TBMM Anayasa Komisyonu, Tokat Milletvekili Yusuf Beyazıt Başkanlığı’nda; “Başörtüsüne anayasal güvence getiren ve Aile ve evlilik birliğini korumayı amaçlayan Anayasa Değişikliği Teklifi” görüşülmeye başlandı. Komisyona Tokat Milletvekili, AK Parti Grup Başkanvekili Özlem Zengin imza sahibi olarak, Tokat Milletvekili Adalet Komisyonu Üyesi Mustafa Arslan da katıldı.
Hüseyin KÖMÜR – TOKAT – Birlik Haber Ajansı (BHA)
Anayasa Komisyon Başkanı Beyazıt, açılış konuşmasında; “Gündemimizdeki 2/4779 esas numaralı Türkiye Cumhuriyeti Anayasasında Değişiklik Yapılmasına Dair Kanun Teklifine bakıldığında; Türkiye Cumhuriyeti Anayasasının 24’üncü ve 41’inci olmak üzere, 2 maddesinde değişiklik ihtiva eden bir teklif olduğu görülmektedir. Teklifin birinci maddesi, Anayasanın “Din ve vicdan hürriyeti” başlıklı 24. Maddesinde, kadınların başörtülü ya da başörtüsüz olmaları nedeniyle ayrımcılığa maruz kalmaması ve temel hak ve hürriyetlerden eşit olarak faydalanabilmelerini temin hususundaki değişikliği içermektedir. Teklifin ikinci maddesi ise; Anayasanın “Ailenin korunması ve çocuk hakları” başlıklı 41. maddesine, evlilik birliğinin ancak kadın ve erkeğin evlenmesiyle kurulabileceği şeklinde, kanunlarla aynı doğrultuda, açıklayıcı bir ekleme yapılmasına ilişkindir. Anayasanın 24. maddesi, malumunuz olduğu üzere, “Temel hak ve ödevler” başlıklı 2. Kısmın, “Kişinin hakları ve ödevleri” başlıklı ikinci Bölümünde yer almaktadır. Buna göre “Herkes, vicdan, dini inanç ve kanaat hürriyetine sahiptir.” Anayasamız din ve vicdan hürriyetini mutlak şekilde tanımış ve kişinin dini inancı nedeniyle kınanamayacağı ve suçlanamayacağı hususunu da yine bu madde ile düzenlemiştir” diyerek bilgi verdi.
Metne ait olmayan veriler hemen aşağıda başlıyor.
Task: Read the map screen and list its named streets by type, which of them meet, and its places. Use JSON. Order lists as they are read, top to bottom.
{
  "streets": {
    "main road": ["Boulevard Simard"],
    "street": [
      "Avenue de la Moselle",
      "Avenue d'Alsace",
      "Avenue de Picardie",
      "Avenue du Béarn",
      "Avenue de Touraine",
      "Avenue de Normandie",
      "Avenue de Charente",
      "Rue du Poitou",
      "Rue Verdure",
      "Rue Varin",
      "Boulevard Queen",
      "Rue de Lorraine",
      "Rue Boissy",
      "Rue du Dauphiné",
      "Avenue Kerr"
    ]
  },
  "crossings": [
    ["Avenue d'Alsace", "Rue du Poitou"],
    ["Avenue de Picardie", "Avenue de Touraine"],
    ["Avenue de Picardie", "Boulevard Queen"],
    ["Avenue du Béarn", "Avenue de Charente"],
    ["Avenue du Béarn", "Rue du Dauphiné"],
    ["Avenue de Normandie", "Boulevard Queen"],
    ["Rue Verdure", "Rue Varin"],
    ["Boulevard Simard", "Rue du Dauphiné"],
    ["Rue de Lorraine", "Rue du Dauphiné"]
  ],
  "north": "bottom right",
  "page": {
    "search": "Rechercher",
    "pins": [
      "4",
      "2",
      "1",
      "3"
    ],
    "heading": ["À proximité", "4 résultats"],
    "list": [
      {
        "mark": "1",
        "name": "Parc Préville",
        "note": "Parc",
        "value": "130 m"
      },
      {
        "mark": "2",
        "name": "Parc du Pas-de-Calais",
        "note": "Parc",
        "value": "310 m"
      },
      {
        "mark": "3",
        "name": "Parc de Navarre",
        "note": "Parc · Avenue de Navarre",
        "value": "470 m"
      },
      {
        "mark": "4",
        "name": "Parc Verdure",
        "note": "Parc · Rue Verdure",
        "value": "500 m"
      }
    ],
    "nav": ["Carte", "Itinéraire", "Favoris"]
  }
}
BAŞÖRTÜSÜNÜ YASAKLAYAN BİR KANUN OLMAMASINA RAĞMEN BAŞÖRTÜSÜ YASAĞI UYGULANDI
Yusuf Beyazıt ardından konuşmasını şöyle sürdürdü: “Bilindiği üzere yakın denilebilecek bir zamanda İdarenin yaptığı düzenlemelerle ve uygulamalarla başörtüsü yasaklanmış ve bu durum toplumun pek çok kesimini etkilemiştir. Başörtüsünü yasaklayan bir kanun olmamasına rağmen; ne yazık ki, Ülkemizde yıllarca başörtüsü yasağı uygulanmış, bir daha asla görmek istemeyeceğimiz mağduriyetler ortaya çıkmıştır. Başörtüsü nedeniyle haksızlığa uğrayan, başörtüsü zorla açılmaya çalışılan kızlarımıza, kadınlarımıza yaşatılan trajedi bir dönemin kara lekesi olarak tarihe geçmiştir. Üniversite koridorlarında itilip kakılan, sırf başları örtülü diye derslere giremeyen, bırakın kamuda istihdam edilmeyi, başları örtülü olduğu için kamu binalarına alınmayan, başörtülü fotoğrafı nüfus cüzdanına dahi basılmayan, vatandaş olmanın getirdiği anayasal haklarını kullanamayan ve böylece mağduriyet üstüne mağduriyet yaşatılan kadın manzaraları çok uzağımızda değil. Çocuklarının diploma ya da yemin törenlerine alınmayan anneleri, üniversitelerde kurulan ikna odalarını da kimsenin unutabileceğini zannetmiyorum. Sadece kadınlar mı mağdur olan? Kızı başörtüsü nedeniyle eğitim hakkını kullanamadığında, okulu bırakmaya karar verdiğinde, yıllarca verdiği emeği düşünüp gözyaşını içine akıtan babalar; eşi kamuda soruşturma üstüne soruşturma geçirip işten çıkarılan eşler de mağdur edildi bu Ülkede.” (Birlik Haber Ajansı-BHA)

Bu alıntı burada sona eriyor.